十二話 満員電車にて
俺は今、満員電車の中にいる。今の状況を楽しんでる。えっ?変態かって?バカやろ!俺のことじゃねぇよ。優のことだよ。優が知らないおっさんに女子だと思われて痴漢されそうになっているからだ。
くっくっく、爆笑だぜ〜。美少年も不幸な事もあるもんだな。ざまぁねぇなw。
その点、普通のやつはこういう時に何もされない。どうだ?普通の方がいいだろ!?
俺は始めっから知ってたんだよ。だから俺は普通の顔で生まれてきたんだよ。
えっ?ポジティブだって?違う違う、本当の事を言ってるだけだよ。えっ?泣いてなんかいないよ。今眠いだけだから。あくびが出ただけだから。
「蒼。今の状況どうする?僕、一応空手やってたからこのおじさん捻り潰せるけど。」
確かにどれだけムカつこうが親友なので、真面目に考える。
「今の状況をカメラで撮れば?」
「それをやったら、違う疑いがでるんじゃない?」
「やっぱ強制手段で俺が張っ倒したろっか?」
「いや、大事にしたくないから僕が固め技をかけるよ」
「そうか、つまらんなぁ」
「蒼が暴れたら危険だよ。あの真桐 刃に鍛えられたからね」
「分かったよ。じゃあ、俺は逃げねぇか見張っとくよ。
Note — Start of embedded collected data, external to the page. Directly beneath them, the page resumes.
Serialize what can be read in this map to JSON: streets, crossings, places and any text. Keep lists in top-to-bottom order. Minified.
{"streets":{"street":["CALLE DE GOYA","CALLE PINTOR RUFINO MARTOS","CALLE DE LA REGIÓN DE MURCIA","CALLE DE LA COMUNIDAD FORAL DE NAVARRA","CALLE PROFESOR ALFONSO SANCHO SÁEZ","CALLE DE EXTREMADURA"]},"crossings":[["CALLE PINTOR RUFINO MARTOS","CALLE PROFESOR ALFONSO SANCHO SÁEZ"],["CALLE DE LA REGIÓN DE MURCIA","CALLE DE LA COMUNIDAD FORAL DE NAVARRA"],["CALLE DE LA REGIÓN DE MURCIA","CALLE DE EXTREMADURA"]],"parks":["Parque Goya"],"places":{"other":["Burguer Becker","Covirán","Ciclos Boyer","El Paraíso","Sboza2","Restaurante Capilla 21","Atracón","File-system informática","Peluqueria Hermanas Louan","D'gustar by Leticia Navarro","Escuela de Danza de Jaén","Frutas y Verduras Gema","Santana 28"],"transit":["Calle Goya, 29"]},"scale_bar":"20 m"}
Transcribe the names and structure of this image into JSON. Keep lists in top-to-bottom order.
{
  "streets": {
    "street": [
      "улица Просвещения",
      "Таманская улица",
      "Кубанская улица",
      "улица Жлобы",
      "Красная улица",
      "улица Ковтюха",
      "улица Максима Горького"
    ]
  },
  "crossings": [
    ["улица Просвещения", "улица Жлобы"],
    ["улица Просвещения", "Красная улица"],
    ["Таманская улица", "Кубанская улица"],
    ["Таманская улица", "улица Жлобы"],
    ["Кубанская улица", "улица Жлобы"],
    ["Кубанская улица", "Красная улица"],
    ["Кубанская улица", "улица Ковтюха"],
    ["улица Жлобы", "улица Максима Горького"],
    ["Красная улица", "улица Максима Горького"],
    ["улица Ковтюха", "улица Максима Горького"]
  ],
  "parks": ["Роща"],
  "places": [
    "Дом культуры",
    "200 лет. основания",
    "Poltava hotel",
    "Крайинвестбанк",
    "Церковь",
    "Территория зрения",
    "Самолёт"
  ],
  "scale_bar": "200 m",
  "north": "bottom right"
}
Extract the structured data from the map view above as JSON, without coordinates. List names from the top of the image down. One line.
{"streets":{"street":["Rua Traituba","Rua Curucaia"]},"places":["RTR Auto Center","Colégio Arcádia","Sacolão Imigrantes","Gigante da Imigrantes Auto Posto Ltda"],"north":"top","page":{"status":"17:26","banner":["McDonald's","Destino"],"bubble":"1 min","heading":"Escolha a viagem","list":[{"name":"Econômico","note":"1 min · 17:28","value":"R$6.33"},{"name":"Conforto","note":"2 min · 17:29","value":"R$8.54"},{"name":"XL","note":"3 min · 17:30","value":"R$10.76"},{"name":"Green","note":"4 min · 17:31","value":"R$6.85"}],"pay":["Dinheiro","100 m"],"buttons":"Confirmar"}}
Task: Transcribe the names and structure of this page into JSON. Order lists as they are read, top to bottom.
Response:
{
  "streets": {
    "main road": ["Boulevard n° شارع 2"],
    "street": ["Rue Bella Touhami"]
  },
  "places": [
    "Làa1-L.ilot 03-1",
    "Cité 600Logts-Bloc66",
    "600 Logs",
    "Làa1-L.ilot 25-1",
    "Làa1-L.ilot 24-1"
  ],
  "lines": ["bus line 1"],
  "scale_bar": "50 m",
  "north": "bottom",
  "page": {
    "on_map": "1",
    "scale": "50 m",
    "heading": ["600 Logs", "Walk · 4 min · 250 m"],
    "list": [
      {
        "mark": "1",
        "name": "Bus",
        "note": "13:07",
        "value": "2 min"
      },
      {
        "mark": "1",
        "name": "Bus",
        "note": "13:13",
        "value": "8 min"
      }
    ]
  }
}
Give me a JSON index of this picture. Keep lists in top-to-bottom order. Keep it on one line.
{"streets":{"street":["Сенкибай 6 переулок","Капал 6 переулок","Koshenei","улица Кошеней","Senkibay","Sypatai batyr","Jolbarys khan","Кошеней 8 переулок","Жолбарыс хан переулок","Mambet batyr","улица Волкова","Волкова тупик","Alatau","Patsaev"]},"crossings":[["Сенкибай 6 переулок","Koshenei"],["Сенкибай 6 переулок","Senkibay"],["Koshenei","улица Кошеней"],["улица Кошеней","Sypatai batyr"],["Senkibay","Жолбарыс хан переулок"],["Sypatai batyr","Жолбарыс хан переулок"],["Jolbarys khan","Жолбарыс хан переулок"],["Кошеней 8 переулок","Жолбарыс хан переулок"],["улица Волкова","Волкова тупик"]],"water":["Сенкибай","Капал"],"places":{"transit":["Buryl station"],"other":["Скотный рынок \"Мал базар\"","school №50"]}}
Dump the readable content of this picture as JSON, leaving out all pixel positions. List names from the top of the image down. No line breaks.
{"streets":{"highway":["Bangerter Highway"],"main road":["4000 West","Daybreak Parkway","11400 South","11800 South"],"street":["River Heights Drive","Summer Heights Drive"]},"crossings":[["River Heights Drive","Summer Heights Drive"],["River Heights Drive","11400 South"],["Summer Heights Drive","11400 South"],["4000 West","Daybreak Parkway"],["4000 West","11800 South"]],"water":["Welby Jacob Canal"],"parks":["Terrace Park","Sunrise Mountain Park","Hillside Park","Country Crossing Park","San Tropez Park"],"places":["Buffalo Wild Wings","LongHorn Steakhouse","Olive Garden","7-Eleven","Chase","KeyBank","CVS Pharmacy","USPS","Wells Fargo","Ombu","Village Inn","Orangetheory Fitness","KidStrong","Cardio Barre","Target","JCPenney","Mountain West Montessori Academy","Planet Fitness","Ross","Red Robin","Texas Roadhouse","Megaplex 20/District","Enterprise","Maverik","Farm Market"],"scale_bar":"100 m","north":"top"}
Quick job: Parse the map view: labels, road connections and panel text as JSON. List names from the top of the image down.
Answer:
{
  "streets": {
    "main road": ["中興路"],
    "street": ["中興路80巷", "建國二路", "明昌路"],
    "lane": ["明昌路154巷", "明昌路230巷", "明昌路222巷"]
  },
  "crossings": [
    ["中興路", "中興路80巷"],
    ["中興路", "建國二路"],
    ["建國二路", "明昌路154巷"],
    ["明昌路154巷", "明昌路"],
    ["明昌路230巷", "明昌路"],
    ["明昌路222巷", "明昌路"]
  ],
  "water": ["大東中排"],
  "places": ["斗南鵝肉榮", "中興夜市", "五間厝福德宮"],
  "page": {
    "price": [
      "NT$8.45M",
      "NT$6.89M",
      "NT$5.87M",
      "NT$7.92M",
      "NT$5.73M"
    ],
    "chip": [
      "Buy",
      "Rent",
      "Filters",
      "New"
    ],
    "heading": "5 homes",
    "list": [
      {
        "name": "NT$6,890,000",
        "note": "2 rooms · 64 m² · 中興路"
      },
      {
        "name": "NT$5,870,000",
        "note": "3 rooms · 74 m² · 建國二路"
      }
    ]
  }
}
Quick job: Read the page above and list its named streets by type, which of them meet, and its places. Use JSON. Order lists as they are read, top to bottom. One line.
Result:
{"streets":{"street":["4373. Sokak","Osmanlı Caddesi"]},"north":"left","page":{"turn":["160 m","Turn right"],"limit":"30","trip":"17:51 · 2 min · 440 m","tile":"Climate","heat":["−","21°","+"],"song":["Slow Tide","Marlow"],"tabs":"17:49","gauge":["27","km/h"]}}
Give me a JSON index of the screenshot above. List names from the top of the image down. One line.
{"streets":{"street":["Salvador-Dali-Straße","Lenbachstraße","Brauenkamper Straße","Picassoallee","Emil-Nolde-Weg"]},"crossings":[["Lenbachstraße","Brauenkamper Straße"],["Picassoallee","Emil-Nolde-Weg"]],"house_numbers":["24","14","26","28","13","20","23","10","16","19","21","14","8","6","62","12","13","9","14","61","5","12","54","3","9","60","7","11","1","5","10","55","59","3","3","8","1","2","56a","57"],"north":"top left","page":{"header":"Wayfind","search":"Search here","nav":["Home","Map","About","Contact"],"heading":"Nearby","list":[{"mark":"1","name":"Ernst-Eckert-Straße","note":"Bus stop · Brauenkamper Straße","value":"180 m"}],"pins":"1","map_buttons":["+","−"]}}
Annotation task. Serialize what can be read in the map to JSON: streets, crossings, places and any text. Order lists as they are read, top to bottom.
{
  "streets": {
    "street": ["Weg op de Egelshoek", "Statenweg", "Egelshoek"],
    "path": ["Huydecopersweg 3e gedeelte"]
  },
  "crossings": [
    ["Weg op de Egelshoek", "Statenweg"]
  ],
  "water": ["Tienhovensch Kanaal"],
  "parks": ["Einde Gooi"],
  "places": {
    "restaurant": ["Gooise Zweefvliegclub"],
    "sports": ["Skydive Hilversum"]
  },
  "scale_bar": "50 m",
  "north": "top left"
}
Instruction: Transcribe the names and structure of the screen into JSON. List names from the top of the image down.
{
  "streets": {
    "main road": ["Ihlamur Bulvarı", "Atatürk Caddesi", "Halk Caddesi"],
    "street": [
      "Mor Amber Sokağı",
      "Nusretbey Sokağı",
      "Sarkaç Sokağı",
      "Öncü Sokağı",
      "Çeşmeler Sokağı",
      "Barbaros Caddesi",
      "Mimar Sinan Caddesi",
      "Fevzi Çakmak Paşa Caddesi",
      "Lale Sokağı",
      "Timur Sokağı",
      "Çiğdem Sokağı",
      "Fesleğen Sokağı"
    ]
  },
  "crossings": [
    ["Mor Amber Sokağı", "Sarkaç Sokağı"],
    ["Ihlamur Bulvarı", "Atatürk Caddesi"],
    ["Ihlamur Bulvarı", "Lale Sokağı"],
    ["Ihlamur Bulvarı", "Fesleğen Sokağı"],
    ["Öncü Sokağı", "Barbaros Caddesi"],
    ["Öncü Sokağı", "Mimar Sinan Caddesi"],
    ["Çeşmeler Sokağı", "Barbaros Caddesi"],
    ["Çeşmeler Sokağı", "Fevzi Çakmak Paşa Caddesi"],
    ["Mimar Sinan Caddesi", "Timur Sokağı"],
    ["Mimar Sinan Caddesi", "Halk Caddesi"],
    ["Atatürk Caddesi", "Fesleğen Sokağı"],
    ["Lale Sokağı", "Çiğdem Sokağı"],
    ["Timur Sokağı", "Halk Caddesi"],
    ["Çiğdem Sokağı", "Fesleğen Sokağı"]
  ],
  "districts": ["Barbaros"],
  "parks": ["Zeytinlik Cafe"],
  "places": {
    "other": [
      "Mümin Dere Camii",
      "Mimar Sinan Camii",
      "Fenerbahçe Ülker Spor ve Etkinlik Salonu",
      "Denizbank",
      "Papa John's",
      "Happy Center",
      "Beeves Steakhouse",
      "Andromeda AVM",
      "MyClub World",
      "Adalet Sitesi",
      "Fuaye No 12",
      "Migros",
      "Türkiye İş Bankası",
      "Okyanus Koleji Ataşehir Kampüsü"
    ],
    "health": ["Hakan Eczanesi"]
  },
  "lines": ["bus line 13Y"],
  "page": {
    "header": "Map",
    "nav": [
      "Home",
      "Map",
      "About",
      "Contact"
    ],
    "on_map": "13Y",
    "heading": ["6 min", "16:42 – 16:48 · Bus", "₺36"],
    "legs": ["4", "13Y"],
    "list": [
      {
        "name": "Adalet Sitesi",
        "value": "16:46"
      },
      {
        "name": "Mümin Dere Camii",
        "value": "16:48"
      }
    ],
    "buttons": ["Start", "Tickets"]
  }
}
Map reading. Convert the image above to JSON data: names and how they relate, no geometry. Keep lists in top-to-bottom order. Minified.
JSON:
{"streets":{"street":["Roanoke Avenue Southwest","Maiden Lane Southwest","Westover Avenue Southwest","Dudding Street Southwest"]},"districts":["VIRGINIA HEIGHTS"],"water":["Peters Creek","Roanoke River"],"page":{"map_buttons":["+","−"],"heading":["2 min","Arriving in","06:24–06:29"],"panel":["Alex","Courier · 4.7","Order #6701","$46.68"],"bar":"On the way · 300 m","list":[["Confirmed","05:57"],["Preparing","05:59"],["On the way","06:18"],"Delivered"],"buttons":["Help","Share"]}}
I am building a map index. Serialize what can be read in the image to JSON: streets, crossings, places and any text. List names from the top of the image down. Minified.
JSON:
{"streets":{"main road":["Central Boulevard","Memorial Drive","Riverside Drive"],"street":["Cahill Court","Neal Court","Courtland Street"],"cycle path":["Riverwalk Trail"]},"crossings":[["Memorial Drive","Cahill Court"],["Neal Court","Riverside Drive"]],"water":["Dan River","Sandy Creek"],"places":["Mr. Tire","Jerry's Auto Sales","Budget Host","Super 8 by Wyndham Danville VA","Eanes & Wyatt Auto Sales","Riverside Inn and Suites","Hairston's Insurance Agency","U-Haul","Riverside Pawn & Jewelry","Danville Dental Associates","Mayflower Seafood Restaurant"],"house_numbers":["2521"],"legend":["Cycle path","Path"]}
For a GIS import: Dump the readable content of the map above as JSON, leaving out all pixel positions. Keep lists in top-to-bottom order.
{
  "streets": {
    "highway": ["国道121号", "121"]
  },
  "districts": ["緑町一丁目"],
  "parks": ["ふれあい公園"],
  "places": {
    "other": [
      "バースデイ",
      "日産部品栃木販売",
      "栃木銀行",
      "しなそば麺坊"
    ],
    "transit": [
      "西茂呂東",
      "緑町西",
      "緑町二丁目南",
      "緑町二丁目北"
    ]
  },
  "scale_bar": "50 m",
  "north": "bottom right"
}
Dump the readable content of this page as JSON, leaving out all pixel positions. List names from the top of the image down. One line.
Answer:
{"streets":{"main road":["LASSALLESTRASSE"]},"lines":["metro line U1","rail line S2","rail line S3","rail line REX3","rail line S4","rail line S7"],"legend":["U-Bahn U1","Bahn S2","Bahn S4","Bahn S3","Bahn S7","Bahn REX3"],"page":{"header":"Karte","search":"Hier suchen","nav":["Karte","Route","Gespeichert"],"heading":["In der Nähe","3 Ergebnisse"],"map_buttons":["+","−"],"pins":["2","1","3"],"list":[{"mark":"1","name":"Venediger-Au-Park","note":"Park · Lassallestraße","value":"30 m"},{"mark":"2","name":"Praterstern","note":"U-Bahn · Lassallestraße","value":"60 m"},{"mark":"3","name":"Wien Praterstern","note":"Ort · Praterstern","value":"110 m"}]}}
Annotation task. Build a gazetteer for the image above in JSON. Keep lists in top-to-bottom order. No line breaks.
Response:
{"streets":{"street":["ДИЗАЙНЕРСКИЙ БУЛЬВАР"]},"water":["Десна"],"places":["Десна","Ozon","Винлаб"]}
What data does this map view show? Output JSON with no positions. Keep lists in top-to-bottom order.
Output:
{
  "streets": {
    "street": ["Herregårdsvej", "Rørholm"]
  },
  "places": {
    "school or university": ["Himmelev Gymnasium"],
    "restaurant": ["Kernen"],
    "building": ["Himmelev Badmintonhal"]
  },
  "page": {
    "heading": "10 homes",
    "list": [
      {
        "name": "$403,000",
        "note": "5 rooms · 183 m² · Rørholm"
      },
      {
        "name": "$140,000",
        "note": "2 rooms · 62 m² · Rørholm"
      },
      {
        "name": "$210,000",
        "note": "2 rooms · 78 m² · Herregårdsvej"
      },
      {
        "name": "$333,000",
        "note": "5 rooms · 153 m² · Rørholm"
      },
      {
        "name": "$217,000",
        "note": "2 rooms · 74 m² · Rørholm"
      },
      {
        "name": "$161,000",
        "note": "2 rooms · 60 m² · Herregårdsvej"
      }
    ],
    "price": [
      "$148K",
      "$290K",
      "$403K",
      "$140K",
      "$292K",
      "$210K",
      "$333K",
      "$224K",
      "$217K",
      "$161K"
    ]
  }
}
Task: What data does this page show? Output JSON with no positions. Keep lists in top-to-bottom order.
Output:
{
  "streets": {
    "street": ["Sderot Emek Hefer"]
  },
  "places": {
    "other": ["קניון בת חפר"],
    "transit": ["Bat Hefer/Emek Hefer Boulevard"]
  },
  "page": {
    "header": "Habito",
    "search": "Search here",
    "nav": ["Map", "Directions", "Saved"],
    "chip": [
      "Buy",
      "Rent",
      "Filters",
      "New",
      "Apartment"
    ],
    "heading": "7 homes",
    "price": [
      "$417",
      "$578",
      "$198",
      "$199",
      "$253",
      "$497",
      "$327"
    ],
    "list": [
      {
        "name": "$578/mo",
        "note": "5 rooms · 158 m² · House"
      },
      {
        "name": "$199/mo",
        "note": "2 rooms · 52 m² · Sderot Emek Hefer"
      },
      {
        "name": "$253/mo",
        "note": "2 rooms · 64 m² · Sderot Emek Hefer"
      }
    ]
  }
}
逃げたら張っ倒していんだよね?」
「まぁ、その時はね」
「了解」
そういうと優は目にもとまらね速さで痴漢のおっさんの腕に固め技をかけた。
「おじさん。痴漢はよくないよ。」
「なっ!?お前、何のつもりだ!」
「何のつもりも何も警察に差し出すまでだよ。」
「あいにく、おじさんも昔、空手やってたから女一人の力に負ける訳がないのだよ!」
痴漢のおっさんは優の固め技から逃れようとしたが、まったく逃れられない。
「なっ!?どういうことだ!まったく動かない。お前っ!まさか男か!?」
「ご名答。僕は正真正銘、男ですよ。さぁ、おとなしく警察署まできてもらいますよ。」
その時ちょうど電車のドアが開いた。
痴漢のおっさんはそのすきを逃さなかった。
優の手を螺旋状に回して振り払った。
「くっ…しまった!」
俺はそのすきを逃さなかった。おっさんが駅のホームに逃げ込むのを予想して、先回りしていた。
俺がおっさんの進行方向に立つとおっさんはまったく躊躇せずに突っ込んできた。
「そこをどけぇ!!!」
俺は殴りかかってきたおっさんの拳をかわし、手首を掴み、襟首を持って一瞬で背負い投げをした。
「「「バァーン!!!!」」」
すごい音に駆けつけた警察官が痴漢のおっさんを確保した。
俺が警察官に事情聴取を受けていると、あとから駆けつけた優がきた。
「蒼。無事だった?」
「あぁ。背負い投げしたった。」
「さすがだね。」
「あんなちょっと空手をかじった程度のおっさんには負けないよ」
俺と優はそのあとに警察官に事情聴取を受けて、帰路についた。